Yakitori Ocean Trout Skewers
These skewers are the perfect change-up from your traditional BBQ fare. Prepare them ahead of time and wow your guests when you make plating up look easy.

- Preparation:
- 15 Minutes
- Cooking:
- 20 Minutes
- Serves:
- 4
Ingredients
- 400g Ocean Trout (cut into 8 even pieces)
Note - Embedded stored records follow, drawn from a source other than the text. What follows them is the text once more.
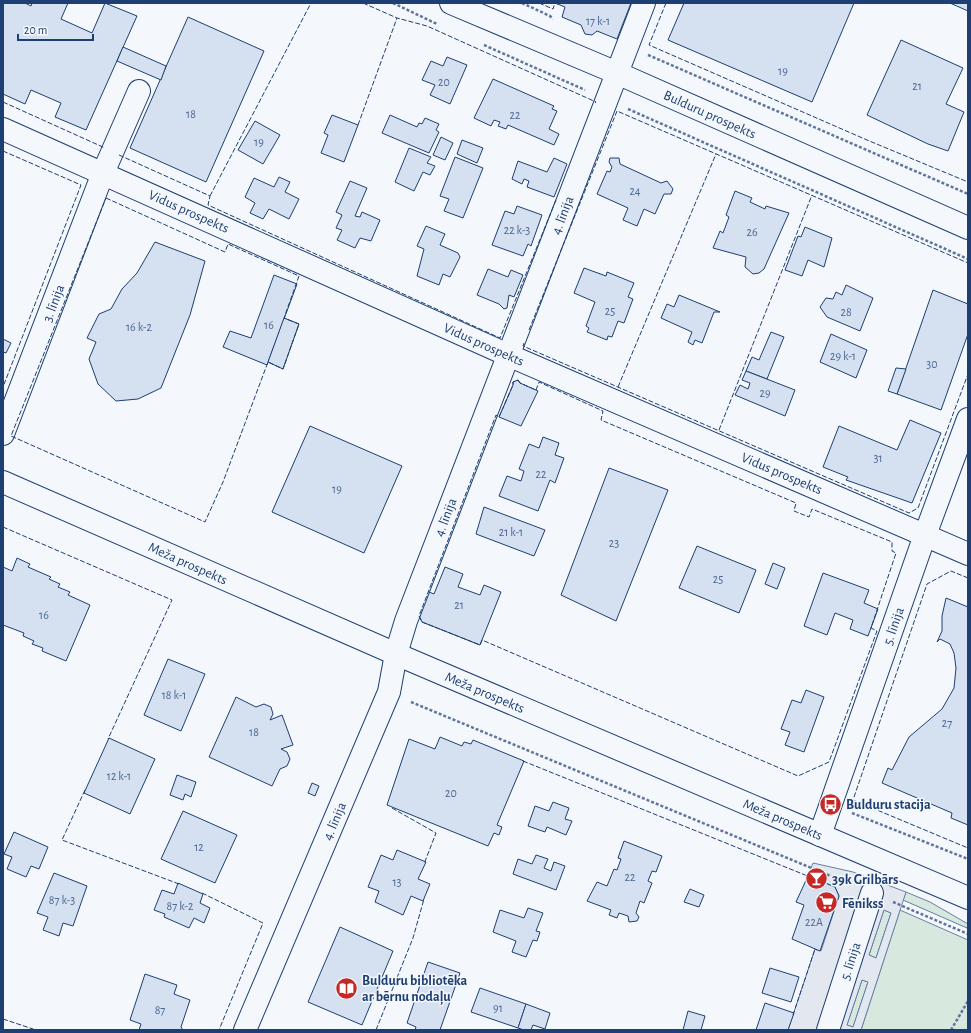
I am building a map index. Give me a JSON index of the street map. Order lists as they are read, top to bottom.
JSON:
{
  "streets": {
    "street": [
      "Bulduru prospekts",
      "Vidus prospekts",
      "4. līnija",
      "3. līnija",
      "Meža prospekts",
      "5. līnija"
    ]
  },
  "crossings": [
    ["Bulduru prospekts", "4. līnija"],
    ["Vidus prospekts", "4. līnija"],
    ["Vidus prospekts", "3. līnija"],
    ["Vidus prospekts", "5. līnija"],
    ["4. līnija", "Meža prospekts"],
    ["Meža prospekts", "5. līnija"]
  ],
  "places": {
    "bus stop": ["Bulduru stacija"],
    "bar": ["39k Grilbārs"],
    "supermarket": ["Fēnikss"],
    "library": ["Bulduru bibliotēka ar bērnu nodaļu"]
  },
  "house_numbers": [
    "17 k-1",
    "19",
    "20",
    "21",
    "18",
    "22",
    "19",
    "24",
    "22 k-3",
    "26",
    "25",
    "28",
    "16",
    "16 k-2",
    "29 k-1",
    "30",
    "29",
    "31",
    "22",
    "19",
    "21 k-1",
    "23",
    "25",
    "21",
    "16",
    "18 k-1",
    "27",
    "18",
    "12 k-1",
    "20",
    "12",
    "22",
    "13",
    "87 k-3",
    "87 k-2",
    "22A",
    "91",
    "87"
  ],
  "scale_bar": "20 m"
}
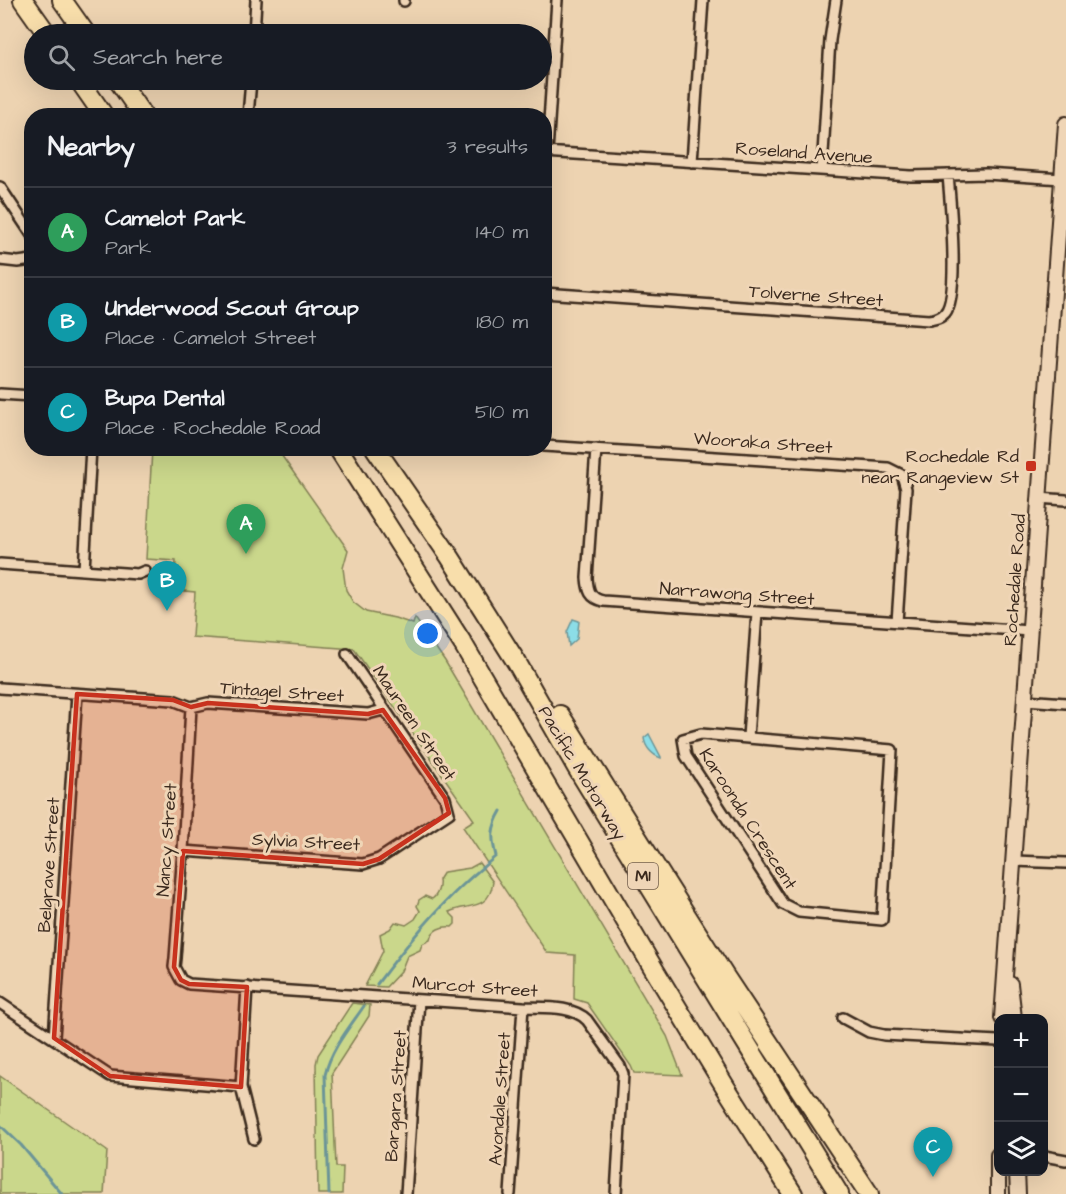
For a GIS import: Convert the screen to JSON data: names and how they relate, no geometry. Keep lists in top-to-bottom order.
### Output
{
  "streets": {
    "highway": ["Pacific Motorway", "M1"],
    "main road": ["Rochedale Road"],
    "street": [
      "Roseland Avenue",
      "Tolverne Street",
      "Wooraka Street",
      "Narrawong Street",
      "Tintagel Street",
      "Maureen Street",
      "Karoonda Crescent",
      "Nancy Street",
      "Sylvia Street",
      "Belgrave Street",
      "Murcot Street",
      "Bargara Street",
      "Avondale Street"
    ]
  },
  "crossings": [
    ["Roseland Avenue", "Tolverne Street"],
    ["Roseland Avenue", "Rochedale Road"],
    ["Wooraka Street", "Narrawong Street"],
    ["Rochedale Road", "Narrawong Street"],
    ["Tintagel Street", "Maureen Street"],
    ["Tintagel Street", "Nancy Street"],
    ["Tintagel Street", "Belgrave Street"],
    ["Maureen Street", "Sylvia Street"],
    ["Nancy Street", "Sylvia Street"],
    ["Nancy Street", "Murcot Street"],
    ["Murcot Street", "Bargara Street"],
    ["Murcot Street", "Avondale Street"]
  ],
  "places": {
    "transit": ["Rochedale Rd near Rangeview St"]
  },
  "page": {
    "search": "Search here",
    "heading": ["Nearby", "3 results"],
    "list": [
      {
        "mark": "A",
        "name": "Camelot Park",
        "note": "Park",
        "value": "140 m"
      },
      {
        "mark": "B",
        "name": "Underwood Scout Group",
        "note": "Place · Camelot Street",
        "value": "180 m"
      },
      {
        "mark": "C",
        "name": "Bupa Dental",
        "note": "Place · Rochedale Road",
        "value": "510 m"
      }
    ],
    "pins": ["A", "B", "C"],
    "map_buttons": ["+", "−"]
  }
}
- 12 asparagus spears (8cm tips)
- 4 shitake mushrooms (cut in halves)
- For the yakitori glaze
- 1/4 cup cooking sake
- 1/4 cup Japanese soy
- 1/4 cup mirin
- 1/4 cup castor sugar
- 1 tbsp ginger (grated)
- 4 small radishes
- 2 cups steamed rice
- 1/4 cup baby sorrel leaves
- Black and white sesame seeds
Method
-
1
Combine together in a saucepan the sake, mirin, soy, ginger and sugar, bring to a slow boil, turn down and simmer for 15 minutes. Strain and place into a small dish.
-
2
Skewer together the ocean trout pieces, asparagus spears and mushroom halves.
-
3
Brush four plates with a little of the yakitori glaze and set aside. Heat a heavy grill pan, lightly oil and sear the ocean trout skewers, brushing a little of the yakitori sauce over each side while they are cooking. Grill until just cooked, but still pink and glossy in the centre.
-
4
Present the skewers on the glaze accompanied with a side of rice, a radish, micro sorrel leaves and the sesame seeds.